Wprowadzenie opłat w W. Brytanii z tytułu rozszerzonej odpowiedzialności producenta (EPR), które mają obowiązywać przetwórców opakowań, producentów i dostawców, zostało opóźnione o rok – termin uległ przesunięciu z października 2024 na 2025 rok.
Rząd brytyjski obwinia za opóźnienie presję ekonomiczną, przy czym, jak twierdzą jego przedstawiciele, dodatkowy czas zostanie wykorzystany na sfinalizowanie planów wdrożenia programu z lokalnymi władzami, biznesem i firmami zajmującymi się gospodarką odpadami. Jednocześnie firmy opakowaniowe nadal będą musiały gromadzić i przetwarzać dane dotyczące ilości i rodzaju opakowań, których używają lub które produkują.
Wykonalność programu EPR (Extended Producer Responsibility) została zbadana na początku lipca; wówczas brytyjski Urząd ds. Infrastruktury i Projektów nadał projektowi reformy gospodarki odpadami, którego główną częścią jest EPR, status „czerwony”. Tego typu ostrzeżenie oznacza, że pomyślna realizacja projektu w terminie „wydaje się nieosiągalna” zgodnie z rządowymi wytycznymi.

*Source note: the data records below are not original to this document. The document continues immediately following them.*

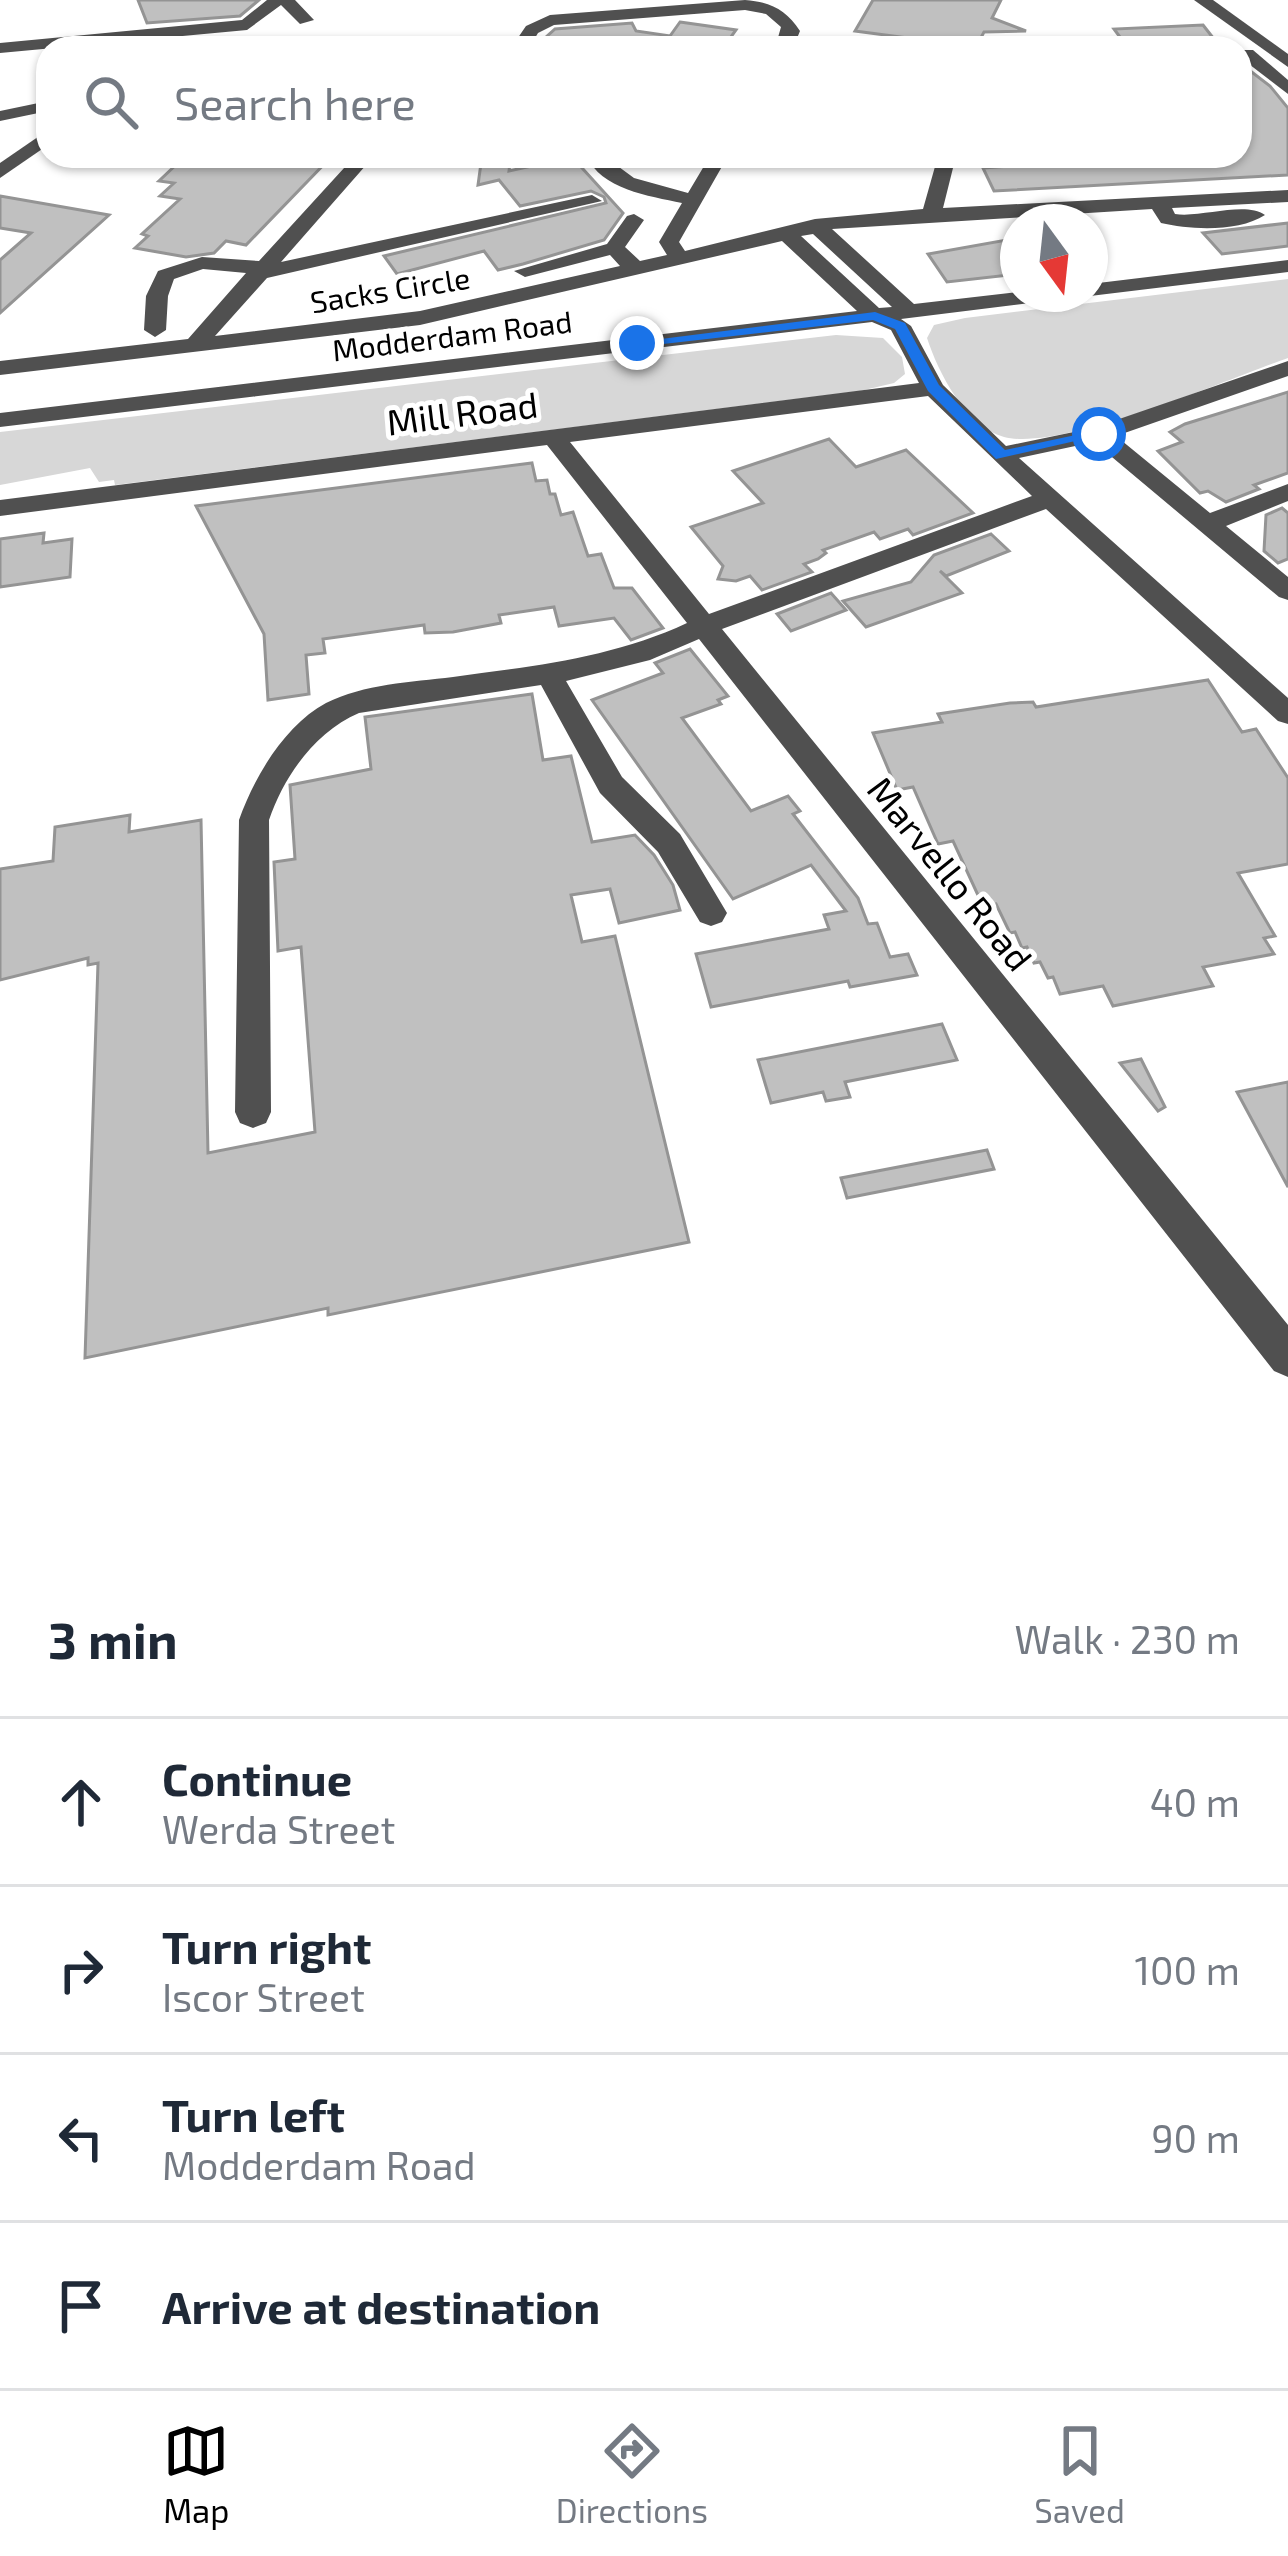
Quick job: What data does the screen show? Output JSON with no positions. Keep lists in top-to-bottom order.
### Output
{
  "streets": {
    "street": [
      "Sacks Circle",
      "Modderdam Road",
      "Mill Road",
      "Marvello Road"
    ]
  },
  "crossings": [
    ["Mill Road", "Marvello Road"]
  ],
  "north": "bottom",
  "page": {
    "search": "Search here",
    "heading": ["3 min", "Walk · 230 m"],
    "list": [
      ["Continue", "Werda Street", "40 m"],
      ["Turn right", "Iscor Street", "100 m"],
      ["Turn left", "Modderdam Road", "90 m"],
      "Arrive at destination"
    ],
    "nav": ["Map", "Directions", "Saved"]
  }
}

Jacob Hayler, dyrektor wykonawczy w Environmental Services Association, powiedział: To niewiarygodne, że po pięciu latach, dwóch rundach formalnych konsultacji i niezliczonych roboczogodzinach spędzonych na przygotowaniu tak ważne elementy reformy dotyczącej gospodarowania odpadami nadal są hamowane przez opóźnienia. Wielka Brytania bardzo potrzebuje spójnej polityki recyklingu, jeśli myślimy o zmniejszeniu ilości odpadów opakowaniowych i zbudowaniu rentownego rynku wtórnych tworzyw sztucznych.
Dyrektor ds. żywności i zrównoważonego rozwoju w British Retail Consortium, Andrew Opie, twierdzi natomiast, że decyzja dotycząca opóźnienia w egzekwowaniu opłat EPR była konieczna, biorąc pod uwagę wysoką inflację cen żywności. Powiedział: Rząd ma rację, przedłużając terminy startu reformy opakowań. Plany nie są gotowe, a rozpoczęcie projektu w tej chwili podniosłoby ceny żywności bez zapewnienia ulepszeń w zakresie recyklingu.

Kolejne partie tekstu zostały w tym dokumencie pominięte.